Il comunismo è fallito nei paesi dell’Europa orientale per le stesse ragioni per cui fallisce abitualmente in altri: la corruzione e la cattiva gestione dei beni provocano il mancato soddisfacimento dei bisogni dei cittadini, il che di solito porta a una rivolta civile e infine alla fine del dominio comunista. Mentre il sistema economico noto come comunismo potrebbe aver funzionato bene sulla carta, la forma politica imposta ai paesi dell’Europa orientale ha portato poco più che oppressione e disagio ai cittadini della classe operaia che ha sfruttato. Molti dei governi dell’Europa orientale erano regimi fantoccio scelti con cura dai leader del partito comunista che lavoravano a distanza dalla Russia; le comunicazioni tra la Russia ei suoi satelliti dell’Europa orientale erano raramente strade a doppio senso.
Cattiva gestione
Uno dei motivi principali per cui il comunismo fallì nell’Europa orientale era dovuto alla natura umana. Sotto il comunismo economico, il controllo sulla produzione dovrebbe essere dato ai lavoratori, apparentemente con la guida e la supervisione di uno Stato centrale forte. I contadini comunisti che producevano mais, per esempio, avrebbero donato la stragrande maggioranza dei loro raccolti annuali al governo; in cambio, il governo avrebbe fornito a ciascun agricoltore una fornitura di mais per uso personale, insieme a una parte di tutti gli altri beni prodotti da altri comuni autocontrollati. Sfortunatamente, la tempestiva distribuzione delle merci è stata gravemente ostacolata dalla corruzione e dalla cattiva gestione, un problema comune nei paesi comunisti. Molti cittadini ritenevano eque e soddisfacenti i provvedimenti che ricevevano, mentre molti altri si sentivano limitati e non avevano mezzi sufficienti per sopravvivere.
Rivolta Civile
Quando qualsiasi forma di governo, capitalista o comunista, non riesce a soddisfare i bisogni fondamentali della sua gente, ne seguiranno disordini civili, e questo è stato particolarmente il caso dell’Europa orientale dopo la seconda guerra mondiale. I leader comunisti tirannici, come Joseph Stalin, usarono il governo comunista economico come mezzo per sostenere i propri programmi, mentre milioni di civili furono sistematicamente imprigionati o giustiziati sommariamente. Il messaggio ai paesi dell’Europa orientale è diventato chiaro: il dissenso semplicemente non sarebbe stato tollerato. Durante gli anni ‘1950 e ‘1960, un paese dopo l’altro nell’Europa orientale iniziò a ribellarsi contro l’oppressivo sistema sovietico che cercava di tenerli schiavi di una forma corrotta di comunismo politico.

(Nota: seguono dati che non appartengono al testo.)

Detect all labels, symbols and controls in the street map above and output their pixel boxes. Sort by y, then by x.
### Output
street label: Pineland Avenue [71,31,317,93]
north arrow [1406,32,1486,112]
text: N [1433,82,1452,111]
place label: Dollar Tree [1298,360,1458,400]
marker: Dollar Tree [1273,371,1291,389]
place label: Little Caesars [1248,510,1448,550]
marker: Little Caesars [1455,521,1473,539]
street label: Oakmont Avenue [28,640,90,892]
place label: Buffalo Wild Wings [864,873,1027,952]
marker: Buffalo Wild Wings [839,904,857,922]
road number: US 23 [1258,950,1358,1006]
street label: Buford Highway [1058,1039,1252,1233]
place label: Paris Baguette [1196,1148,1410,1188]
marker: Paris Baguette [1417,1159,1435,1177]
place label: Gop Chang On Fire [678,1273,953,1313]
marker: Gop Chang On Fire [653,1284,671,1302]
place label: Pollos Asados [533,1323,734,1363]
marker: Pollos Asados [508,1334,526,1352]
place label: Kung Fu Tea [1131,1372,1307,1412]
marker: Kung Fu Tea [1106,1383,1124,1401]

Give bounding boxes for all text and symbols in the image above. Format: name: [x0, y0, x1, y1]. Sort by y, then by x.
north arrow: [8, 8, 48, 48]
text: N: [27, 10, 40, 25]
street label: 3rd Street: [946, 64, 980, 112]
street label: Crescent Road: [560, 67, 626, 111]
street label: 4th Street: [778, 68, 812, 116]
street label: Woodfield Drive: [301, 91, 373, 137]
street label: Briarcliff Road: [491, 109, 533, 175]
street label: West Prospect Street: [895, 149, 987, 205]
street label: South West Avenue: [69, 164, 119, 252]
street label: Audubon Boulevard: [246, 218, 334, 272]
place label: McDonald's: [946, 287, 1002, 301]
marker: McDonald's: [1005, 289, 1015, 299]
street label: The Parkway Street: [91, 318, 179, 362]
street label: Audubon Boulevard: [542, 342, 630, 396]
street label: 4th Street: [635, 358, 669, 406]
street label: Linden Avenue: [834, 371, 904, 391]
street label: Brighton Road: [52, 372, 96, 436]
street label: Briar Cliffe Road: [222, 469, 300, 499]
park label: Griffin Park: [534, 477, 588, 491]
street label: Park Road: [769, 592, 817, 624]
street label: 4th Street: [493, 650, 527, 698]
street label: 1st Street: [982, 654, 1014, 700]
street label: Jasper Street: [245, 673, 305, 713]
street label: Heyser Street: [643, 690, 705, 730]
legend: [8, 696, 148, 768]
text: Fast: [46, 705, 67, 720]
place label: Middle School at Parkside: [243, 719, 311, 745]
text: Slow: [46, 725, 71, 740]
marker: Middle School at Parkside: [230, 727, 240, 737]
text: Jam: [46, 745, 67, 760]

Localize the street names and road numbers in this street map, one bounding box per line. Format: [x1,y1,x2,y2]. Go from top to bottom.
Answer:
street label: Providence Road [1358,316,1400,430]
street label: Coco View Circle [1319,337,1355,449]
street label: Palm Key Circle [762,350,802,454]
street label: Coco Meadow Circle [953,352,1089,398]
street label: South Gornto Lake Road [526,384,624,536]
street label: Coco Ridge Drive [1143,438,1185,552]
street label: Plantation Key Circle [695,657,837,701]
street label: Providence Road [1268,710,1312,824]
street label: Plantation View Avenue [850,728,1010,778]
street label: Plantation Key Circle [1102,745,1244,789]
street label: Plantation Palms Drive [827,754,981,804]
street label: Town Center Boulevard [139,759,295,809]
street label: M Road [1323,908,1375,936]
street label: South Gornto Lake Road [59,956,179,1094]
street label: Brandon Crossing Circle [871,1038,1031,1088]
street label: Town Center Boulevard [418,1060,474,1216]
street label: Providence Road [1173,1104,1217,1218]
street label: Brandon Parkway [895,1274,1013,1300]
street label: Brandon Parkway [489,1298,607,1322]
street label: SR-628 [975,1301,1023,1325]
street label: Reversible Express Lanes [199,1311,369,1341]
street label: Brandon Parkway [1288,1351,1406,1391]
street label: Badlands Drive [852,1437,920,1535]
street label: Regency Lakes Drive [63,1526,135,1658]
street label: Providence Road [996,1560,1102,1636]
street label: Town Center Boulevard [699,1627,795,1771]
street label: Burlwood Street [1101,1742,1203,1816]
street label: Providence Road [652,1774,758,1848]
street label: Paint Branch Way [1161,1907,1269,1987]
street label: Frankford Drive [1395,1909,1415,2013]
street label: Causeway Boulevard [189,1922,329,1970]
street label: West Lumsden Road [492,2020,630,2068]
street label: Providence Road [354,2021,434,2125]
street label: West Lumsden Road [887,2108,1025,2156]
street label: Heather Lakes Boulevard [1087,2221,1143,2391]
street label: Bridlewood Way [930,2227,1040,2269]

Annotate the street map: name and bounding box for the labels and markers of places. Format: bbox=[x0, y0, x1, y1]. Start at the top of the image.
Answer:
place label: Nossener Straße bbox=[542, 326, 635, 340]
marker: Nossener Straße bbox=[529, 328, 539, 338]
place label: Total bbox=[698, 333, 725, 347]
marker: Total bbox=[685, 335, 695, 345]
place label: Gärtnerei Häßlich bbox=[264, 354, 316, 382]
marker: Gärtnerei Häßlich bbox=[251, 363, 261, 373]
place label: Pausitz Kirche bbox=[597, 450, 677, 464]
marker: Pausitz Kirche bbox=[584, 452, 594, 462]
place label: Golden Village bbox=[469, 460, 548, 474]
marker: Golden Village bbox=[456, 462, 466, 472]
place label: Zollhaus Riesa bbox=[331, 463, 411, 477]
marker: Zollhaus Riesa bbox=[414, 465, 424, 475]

Appello di una società di libero mercato
Al tempo della disintegrazione dell’Unione Sovietica nel 1991, il comunismo economico stava rapidamente diventando un esperimento fallito agli occhi del mondo occidentale. Molte società collettive nei paesi dell’Europa orientale hanno scoperto i vantaggi di una società di libero mercato, incluso il diritto di trattare direttamente con gli acquirenti. Sotto il governo comunista economico, c’erano pochissimi incentivi offerti ai lavoratori più industriosi; l’idea del profitto attraverso l’aumento della produzione si rivelò uno degli argomenti più forti contro il comunismo. Molti paesi dell’Europa orientale erano ansiosi di muoversi verso un sistema economico più libero.
Fine del regime comunista sovietico
Alcuni storici attribuiscono all’ex leader sovietico Mikhail Gorbaciov l’attuazione delle politiche che hanno portato alla fine del dominio comunista nell’Europa orientale. La politica di glasnost di Gorbaciov, che significa apertura, ha concesso ai paesi dell’Europa orientale la libertà di sostituire i governi controllati da Mosca con leader locali. Una volta liberi dal dominio sovietico, i singoli paesi erano liberi di creare i propri sistemi economici, molti dei quali conservano ancora alcuni elementi del comunismo economico abbracciando anche il capitalismo e il socialismo.